Rate Limiting in .NET

9 minute read

Rate limiting is a technique used to control the rate at which a user can access a resource. It is used to prevent abuse of the resource which may lead to denial of service or high costs, if you are using a service that charges per request. In this post I will be talking about rate limiting in .NET. When .NET 7 was released in November 2022, it introduced a new package System.Threading.RateLimiting. This package provides the a foundation for rate limiting and provides a few rate limiting algorithms out of the box. In this post I will talk about these algorithms as well as create a simple console application to demonstrate how to use them. Let’s get started.

The RateLimiter API

Before we talk about the algorithms, let’s look at the API. The RateLimiter class is the base class in the System.Threading.RateLimiting namespace. It is an abstract class that looks like this:

public abstract class RateLimiter : IAsyncDisposable, IDisposable
{
    public RateLimitLease AttemptAcquire(int permitCount = 1)
    {
        if (permitCount < 0)
        {
            throw new ArgumentOutOfRangeException(nameof(permitCount));
        }

        return AttemptAcquireCore(permitCount);
    }

    protected abstract RateLimitLease AttemptAcquireCore(int permitCount);

    public ValueTask<RateLimitLease> AcquireAsync(int permitCount = 1, CancellationToken cancellationToken = default)
    {
        if (permitCount < 0)
        {
            throw new ArgumentOutOfRangeException(nameof(permitCount));
        }

        if (cancellationToken.IsCancellationRequested)
        {
            return new ValueTask<RateLimitLease>(Task.FromCanceled<RateLimitLease>(cancellationToken));
        }

        return AcquireAsyncCore(permitCount, cancellationToken);
    }

    protected abstract ValueTask<RateLimitLease> AcquireAsyncCore(int permitCount, CancellationToken cancellationToken);

    // Other methods omitted for brevity
}

At the core of the rate limiting API is the concept of a lease represented by the RateLimitLease class. The calling code needs to acquire a lease first before it can access the resource that is being rate limited. The RateLimiter class has two methods that can be used to acquire a lease:

  • AttemptAcquire - This method attempts to acquire a lease synchronously. It delegates how the lease is acquired to the AttemptAcquireCore method which is implemented by the derived classes. If the lease is not available, it will return a failed lease indicating that the calling code does not have access to the resource at this time. If the lease is available, it will return a successful lease.
  • AcquireAsync - This method attempts to acquire a lease asynchronously.
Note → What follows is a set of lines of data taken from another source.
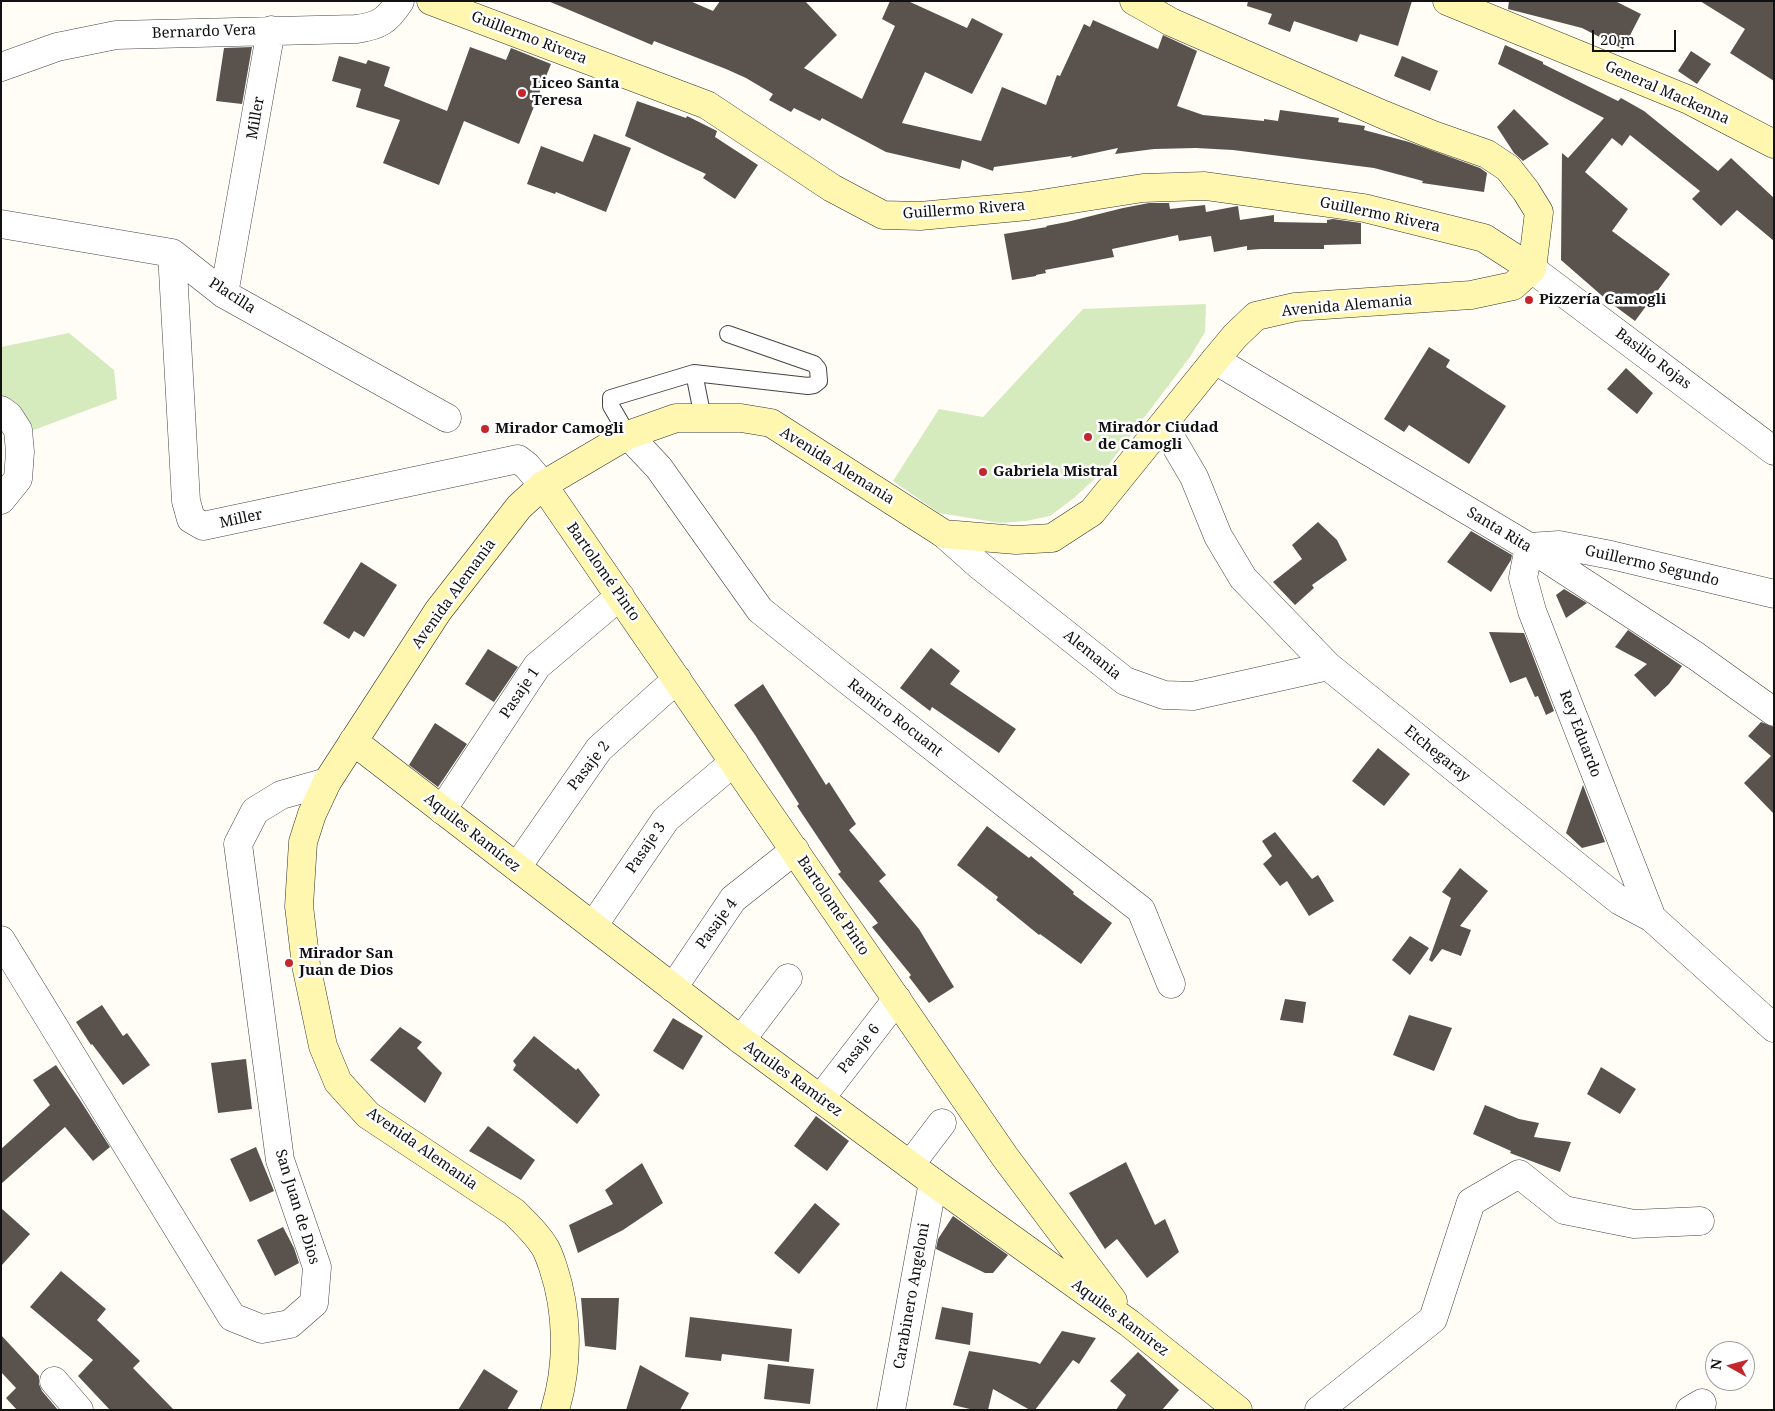 <!DOCTYPE html>
<html>
<head>
<meta charset="utf-8">
<style>
	body { margin:0 }
	#map { position:relative; width:1775px; height:1411px; overflow:hidden; background:#fffdf5; font-family:"Noto Serif",serif }
	canvas { display:block }
	.frame { position:absolute; inset:0; border:2px solid #111; pointer-events:none }
	.north { position:absolute; left:1705px; top:1341px; width:50px; height:50px; box-sizing:border-box; background:#fff; border:1px solid #a0a0a0; border-radius:50%; rotate:277deg; font-size:14px; font-weight:700; line-height:20px; text-align:center; color:#111 }
	.north::after { content:''; display:block; margin:auto; width:18px; height:22px; background:#c4262e; clip-path:polygon(50% 0,100% 100%,50% 72%,0 100%) }
	.scale { position:absolute; left:1592px; top:30px; width:84px; height:22px; box-sizing:border-box; border:2px solid #111; border-top:0; padding-left:6px; font-size:15px; line-height:18px; white-space:nowrap; color:#111; -webkit-text-stroke:4px #fff; paint-order:stroke }
</style>
</head>
<body>
<div id="map">
<canvas width="1775" height="1411"></canvas>
<div class="frame"></div>
<div class="north">N</div>
<div class="scale">20 m</div>
</div>
<script>
const context = document.querySelector('canvas').getContext('2d');
context.lineJoin = 'round';
function paint(path, color) { context.fillStyle = color; context.fill(path, 'evenodd'); }
function trace(path, color, width, dash) { context.strokeStyle = color; context.lineWidth = width; context.lineCap = dash ? 'butt' : 'round'; context.setLineDash(dash || []); context.stroke(path); }
function write(font, color, halo, rows, align = 'center') {
  context.font = font + ' "Noto Serif",serif'; context.lineWidth = 5; context.setLineDash([]); context.textBaseline = 'middle'; context.strokeStyle = halo; context.fillStyle = color; for (const [text, x, y, turn = 0] of rows) {
    context.save(); context.translate(x, y); context.rotate((+turn || 0) * Math.PI / 180); context.textAlign = isNaN(turn) ? turn : align; if (halo) context.strokeText(text, 0, 0); context.fillText(text, 0, 0); context.restore();
  }
}
const green = new Path2D(`
	M 1206,304 L 1205,332 L 1190,357 L 1106,468 L 1074,498 L 1050,516 L 1026,521 L 1000,523 L 939,513 L 893,481 L 939,409 L 983,417 L 1083,309 Z
	M 69,333 L 114,370 L 117,399 L 31,431 L 1,397 L 1,347 Z`);
const building = new Path2D(`
	M 548,1 L 690,1 L 713,11 L 720,1 L 805,1 L 837,35 L 804,68 L 862,99 L 895,26 L 882,19 L 890,1 L 908,1 L 967,28 L 972,18 L 1003,34 L 972,94 L 925,72 L 902,123 L 981,141 L 1002,87 L 1046,105 L 1057,75 L 1060,76 L 1084,24 L 1090,27 L 1093,20 L 1158,49 L 1163,35 L 1197,51 L 1177,106 L 1203,115 L 1264,121 L 1264,119 L 1278,121 L 1280,110 L 1339,118 L 1338,122 L 1365,126 L 1364,130 L 1409,142 L 1480,168 L 1487,173 L 1484,192 L 1422,183 L 1423,181 L 1374,168 L 1233,150 L 1196,148 L 1154,149 L 1115,154 L 1118,148 L 1071,158 L 1072,156 L 994,167 L 993,171 L 962,160 L 960,169 L 886,152 L 822,118 L 820,121 L 794,108 L 791,112 L 769,100 L 773,94 L 746,78 L 726,69 L 654,41 L 652,45 Z
	M 1248,1 L 1412,1 L 1398,46 L 1360,34 L 1357,42 L 1294,21 L 1290,32 L 1268,24 L 1272,14 L 1247,6 Z
	M 1509,1 L 1615,1 L 1641,14 L 1623,49 L 1582,28 L 1508,9 Z
	M 1700,1 L 1774,1 L 1774,81 L 1730,53 L 1745,29 Z
	M 1505,45 L 1543,62 L 1543,64 L 1618,101 L 1621,98 L 1644,111 L 1718,171 L 1731,158 L 1774,198 L 1774,241 L 1737,210 L 1721,226 L 1692,199 L 1700,191 L 1630,135 L 1622,146 L 1612,138 L 1585,172 L 1628,209 L 1612,231 L 1670,274 L 1635,321 L 1608,301 L 1561,260 L 1562,153 L 1568,158 L 1604,118 L 1498,64 Z
	M 252,47 L 242,104 L 216,101 L 224,48 Z
	M 470,47 L 506,60 L 511,48 L 551,64 L 519,144 L 464,121 L 439,185 L 383,163 L 400,120 L 356,107 L 361,89 L 332,81 L 339,56 L 366,64 L 368,60 L 390,67 L 384,86 L 447,111 Z
	M 1691,51 L 1711,64 L 1697,84 L 1678,71 Z
	M 1402,56 L 1438,71 L 1430,91 L 1394,76 Z
	M 637,101 L 686,118 L 687,116 L 717,131 L 715,137 L 758,165 L 735,199 L 703,178 L 706,174 L 625,136 Z
	M 1514,109 L 1549,144 L 1523,161 L 1514,153 L 1497,127 Z
	M 594,134 L 631,148 L 606,212 L 556,192 L 555,194 L 527,184 L 541,146 L 583,162 Z
	M 1149,203 L 1169,203 L 1170,209 L 1205,205 L 1206,212 L 1238,206 L 1240,220 L 1274,215 L 1274,222 L 1327,223 L 1327,220 L 1333,219 L 1361,223 L 1361,244 L 1324,245 L 1324,249 L 1261,249 L 1247,250 L 1247,246 L 1214,252 L 1211,236 L 1179,241 L 1178,235 L 1112,249 L 1114,257 L 1045,270 L 1046,273 L 1036,275 L 1036,276 L 1012,280 L 1004,234 L 1047,227 L 1046,226 L 1067,222 L 1123,208 Z
	M 1429,347 L 1450,360 L 1446,367 L 1506,406 L 1469,464 L 1409,425 L 1404,432 L 1384,419 Z
	M 1626,368 L 1653,393 L 1637,414 L 1607,389 Z
	M 1318,522 L 1337,540 L 1347,560 L 1312,585 L 1314,588 L 1295,605 L 1273,582 L 1302,559 L 1292,545 Z
	M 1471,531 L 1512,555 L 1511,560 L 1491,592 L 1447,562 Z
	M 361,562 L 397,585 L 364,637 L 354,631 L 349,639 L 323,623 Z
	M 1564,589 L 1587,603 L 1566,618 L 1556,595 Z
	M 1628,630 L 1682,666 L 1669,684 L 1655,697 L 1634,675 L 1647,664 L 1615,647 Z
	M 1489,632 L 1524,633 L 1554,711 L 1546,715 L 1538,696 L 1535,697 L 1526,677 L 1510,683 Z
	M 931,648 L 960,671 L 950,684 L 1016,729 L 999,753 L 932,707 L 930,711 L 900,688 Z
	M 488,649 L 518,667 L 494,702 L 465,684 Z
	M 763,684 L 826,785 L 829,782 L 856,824 L 849,830 L 886,875 L 879,881 L 919,929 L 954,987 L 929,1003 L 909,977 L 911,975 L 872,927 L 878,923 L 838,874 L 841,872 L 797,806 L 799,804 L 755,735 L 734,705 Z
	M 1761,722 L 1774,727 L 1774,814 L 1744,783 L 1771,756 L 1748,736 Z
	M 435,723 L 467,744 L 438,787 L 409,765 Z
	M 1378,748 L 1410,774 L 1384,806 L 1352,781 Z
	M 1583,785 L 1605,842 L 1582,848 L 1566,833 Z
	M 987,826 L 1029,858 L 1031,856 L 1074,892 L 1073,894 L 1112,923 L 1081,964 L 1040,934 L 1039,935 L 996,900 L 998,897 L 957,865 Z
	M 1275,832 L 1312,879 L 1318,875 L 1334,901 L 1309,916 L 1287,881 L 1280,886 L 1263,864 L 1272,856 L 1262,841 Z
	M 1460,868 L 1488,891 L 1460,926 L 1471,930 L 1461,956 L 1442,949 L 1432,962 L 1429,960 L 1451,898 L 1442,892 Z
	M 1410,936 L 1429,948 L 1410,975 L 1392,960 Z
	M 1285,999 L 1306,1002 L 1303,1023 L 1280,1020 Z
	M 102,1005 L 123,1036 L 127,1033 L 150,1065 L 123,1085 L 92,1044 L 91,1045 L 76,1022 Z
	M 1409,1015 L 1452,1028 L 1434,1071 L 1393,1055 Z
	M 673,1018 L 703,1036 L 683,1070 L 653,1051 Z
	M 400,1027 L 422,1042 L 417,1048 L 442,1073 L 425,1103 L 370,1060 Z
	M 534,1036 L 576,1070 L 578,1068 L 600,1095 L 577,1124 L 513,1070 L 516,1065 L 513,1061 Z
	M 246,1059 L 252,1109 L 218,1113 L 211,1063 Z
	M 56,1065 L 80,1100 L 110,1147 L 93,1161 L 65,1127 L 1,1184 L 1,1149 L 50,1105 L 33,1080 Z
	M 1601,1067 L 1636,1089 L 1620,1114 L 1587,1094 Z
	M 1485,1105 L 1519,1119 L 1539,1123 L 1534,1137 L 1571,1142 L 1560,1172 L 1510,1153 L 1511,1151 L 1473,1134 Z
	M 816,1116 L 849,1141 L 827,1171 L 794,1146 Z
	M 488,1126 L 535,1160 L 521,1180 L 469,1151 Z
	M 256,1147 L 274,1191 L 250,1202 L 230,1159 Z
	M 1126,1162 L 1155,1225 L 1165,1219 L 1179,1252 L 1147,1278 L 1117,1239 L 1105,1249 L 1069,1193 Z
	M 642,1163 L 663,1203 L 623,1230 L 578,1253 L 569,1225 L 613,1204 L 605,1190 Z
	M 815,1203 L 840,1224 L 799,1274 L 774,1253 Z
	M 1,1208 L 30,1234 L 1,1266 Z
	M 953,1216 L 1008,1255 L 993,1273 L 985,1273 L 936,1249 L 938,1239 Z
	M 283,1227 L 294,1248 L 299,1263 L 275,1276 L 257,1240 Z
	M 61,1271 L 106,1309 L 97,1320 L 140,1361 L 133,1368 L 174,1410 L 110,1410 L 78,1376 L 93,1360 L 30,1307 Z
	M 581,1298 L 619,1298 L 616,1350 L 585,1346 Z
	M 942,1307 L 973,1313 L 970,1345 L 935,1339 Z
	M 690,1317 L 792,1329 L 789,1362 L 722,1354 L 721,1361 L 685,1357 Z
	M 1062,1331 L 1096,1338 L 1079,1364 L 1073,1360 L 1035,1410 L 1030,1410 L 993,1389 L 988,1410 L 974,1410 L 953,1405 L 969,1351 L 1036,1362 L 1040,1364 Z
	M 1,1335 L 39,1376 L 39,1384 L 42,1391 L 58,1410 L 17,1410 L 6,1398 L 16,1388 L 1,1372 Z
	M 1138,1352 L 1179,1390 L 1162,1410 L 1116,1410 L 1126,1395 L 1110,1381 Z
	M 768,1364 L 814,1369 L 810,1404 L 764,1399 Z
	M 640,1365 L 689,1393 L 680,1410 L 626,1410 Z
	M 484,1369 L 518,1391 L 507,1410 L 458,1410 Z`);
const lane = new Path2D(`
	M 694,373 L 808,386 L 814,385 L 819,381 L 818,369 L 814,364 L 728,334
	M 628,435 L 611,406 L 611,398 L 694,373 L 703,418`);
const street = new Path2D(`
	M 1,67 L 57,47 L 116,35 L 356,29 C 379,26 387,21 400,1
	M 1,224 L 172,253 L 224,294 L 447,418
	M 172,253 L 186,501 L 191,519 L 203,526 L 518,459 L 527,466 L 543,485
	M 1532,269 L 1774,451
	M 224,294 L 271,30
	M 1215,360 L 1529,547 L 1696,656 L 1774,712
	M 1,410 L 9,416 L 18,430 L 20,452 L 18,479 L 1,500
	M 1164,426 L 1194,477 L 1218,536 L 1243,578 L 1328,666 L 1620,901 L 1652,918 L 1774,1028
	M 628,435 L 659,468 L 760,610 L 841,675 L 1141,910 L 1171,984
	M 944,534 L 980,566 L 1125,681 L 1164,695 L 1193,696 L 1328,666
	M 442,810 L 537,666 L 620,596
	M 517,867 L 599,749 L 677,679
	M 1652,918 L 1532,611 L 1523,578 L 1529,547 L 1559,545 L 1611,555 L 1774,594
	M 593,926 L 666,819 L 734,762
	M 1,940 L 232,1317 L 262,1329 L 290,1324 L 314,1303 L 317,1267 L 280,1160 L 238,844 L 255,811 L 281,795 L 327,782
	M 673,988 L 733,899 L 795,850
	M 741,1040 L 788,978
	M 820,1099 L 897,999
	M 910,1165 L 942,1123
	M 54,1381 L 79,1410
	M 891,1410 L 933,1182
	M 1319,1410 L 1433,1319 L 1471,1202 L 1519,1174 L 1564,1210 L 1634,1224 L 1700,1221
	M 1690,1410 L 1702,1403`);
const secondary = new Path2D(`
	M 431,1 L 707,105 L 832,188 L 883,215 L 920,216 L 1028,206 L 1143,188 L 1205,186 L 1364,208 L 1484,238 L 1532,269
	M 1447,1 L 1689,100 L 1774,144
	M 543,485 L 1005,1157 L 1113,1301
	M 353,741 L 741,1040 L 933,1182 L 1129,1323 L 1238,1410
	M 555,1410 C 569,1364 568,1312 553,1267 C 551,1261 549,1255 546,1249 C 538,1235 526,1224 514,1212 L 368,1115 L 338,1082 L 323,1046 L 306,965 L 299,906 L 303,842 L 312,814 L 327,782 L 438,611 L 519,507 L 543,485 L 628,435 L 676,418 L 741,418 L 771,423 L 944,534 L 1016,540 L 1052,538 L 1092,512 L 1215,360 L 1235,336 L 1256,316 L 1295,307 L 1471,295 L 1513,286 L 1532,269 L 1539,212 L 1526,191 L 1508,168 L 1487,154 L 1433,135 L 1384,115 L 1171,22 L 1134,1`);
const markers = [
	[522,93,5,"#c4262e"],
	[1529,300,5,"#c4262e"],
	[485,429,5,"#c4262e"],
	[1088,437,5,"#c4262e"],
	[983,472,5,"#c4262e"],
	[289,963,5,"#c4262e"]
];
const streetNames = [
	["Bernardo Vera",204,32,-2],
	["Guillermo Rivera",529,38,21],
	["General Mackenna",1667,93,24],
	["Miller",256,118,-80],
	["Guillermo Rivera",964,210,-4],
	["Guillermo Rivera",1380,215,12],
	["Placilla",232,296,33],
	["Avenida Alemania",1347,306,-5],
	["Basilio Rojas",1653,359,37],
	["Avenida Alemania",837,466,32],
	["Miller",241,519,-12],
	["Santa Rita",1499,530,31],
	["Guillermo Segundo",1652,566,13],
	["Bartolomé Pinto",603,572,55],
	["Avenida Alemania",454,594,-54],
	["Alemania",1092,655,39],
	["Pasaje 1",520,693,-56],
	["Ramiro Rocuant",895,718,38],
	["Rey Eduardo",1580,734,69],
	["Etchegaray",1437,754,39],
	["Pasaje 2",589,766,-52],
	["Aquiles Ramírez",472,833,38],
	["Pasaje 3",646,848,-56],
	["Bartolomé Pinto",833,906,56],
	["Pasaje 4",717,924,-54],
	["Pasaje 6",859,1049,-52],
	["Aquiles Ramírez",793,1079,36],
	["Avenida Alemania",422,1149,35],
	["San Juan de Dios",297,1207,73],
	["Carabinero Angeloni",912,1296,-80],
	["Aquiles Ramírez",1120,1318,37]
];
const poiNames = [
	["Liceo Santa",532,84],
	["Teresa",532,101],
	["Pizzería Camogli",1539,300],
	["Mirador Ciudad",1098,428],
	["de Camogli",1098,445],
	["Mirador Camogli",495,429],
	["Gabriela Mistral",993,472],
	["Mirador San",299,954],
	["Juan de Dios",299,971]
];
paint(green, '#d5ebbd');
paint(building, '#5a524d');
trace(lane, '#444', 18);
trace(street, '#444', 29);
trace(secondary, '#333', 29);
trace(lane, '#fff', 16);
trace(street, '#fff', 28);
trace(secondary, '#fff6b0', 28);
for (const [x, y, r, color] of markers) { const dot = new Path2D(); dot.arc(x, y, r, 0, 2 * Math.PI); context.fillStyle = color; context.fill(dot); trace(dot, '#fff', 2); }
write('15px', '#111', '#fff', streetNames);
write('bold 15px', '#111', '#fff', poiNames, 'left');
</script>
</body>
</html>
It allows for the calling code to wait until the permits/tokens are available instead of immediately returning a failed lease. It delegates how the lease is acquired to the AcquireAsyncCore method which is implemented by the derived classes.

There is another abstract class in the API called ReplenishingRateLimiter which inherits from the RateLimiter class. It provides an API to replenish tokens after a specified time interval. Most of the algorithms I am going to talk about inherit from this class. The ReplenishingRateLimiter class looks like this:

public abstract class ReplenishingRateLimiter : RateLimiter
{
    public abstract TimeSpan ReplenishmentPeriod { get; }

    public abstract bool IsAutoReplenishing { get; }

    public abstract bool TryReplenish();
}

The ReplenishmentPeriod property specified how often the tokens are replenished. The IsAutoReplenishing property specifies whether the tokens are replenished automatically or not. If it is set to false, the calling code needs to call the TryReplenish method to replenish the tokens. The TryReplenish method returns true if the tokens were replenished successfully and false if the tokens do not need to be replenished or when IsAutoReplenishing is set to true.

The Algorithms

The System.Threading.RateLimiting namespace provides four rate limiting algorithms out of the box. Let’s look at each of them.

1. ConcurrencyLimiter

This algorithm inherits from the RateLimiter class. It limits the number of consumers that can access a resource concurrently. It specifies the maximum number of concurrent consumers that can access the resource, say 5. If there are already 5 consumers accessing the resource, the next consumer will have to wait in the queue which also has a maximum size. If the queue is full, the consumer will be denied access to the resource. This assumes that the consumer used the AcquireAsync method which is asynchronous. If it uses the AttemptAcquire and there’s no available tokens, access will be denied immediately. Once a consumer is done accessing the resource, a token is released and the next consumer can acquire it and access the resource.

2. TokenBucketRateLimiter

This algorithm inherits from ReplenishingRateLimiter. As the name suggests, this algorithm makes use of a bucket of tokens. When a consumer comes in, it picks up a token from the bucket and gains access to the resource. If the token bucket is empty, the consumer will have to wait in the queue, if it’s not already full, otherwise access will be denied. A specified number of tokens are added back to the bucket after a specified time interval which is specified by the ReplenishmentPeriod property. However, the number of tokens in the bucket cannot exceed the maximum number of tokens the bucket is set to hold. If the number of tokens in the bucket is already equal to the maximum number of tokens, the tokens will not be replenished.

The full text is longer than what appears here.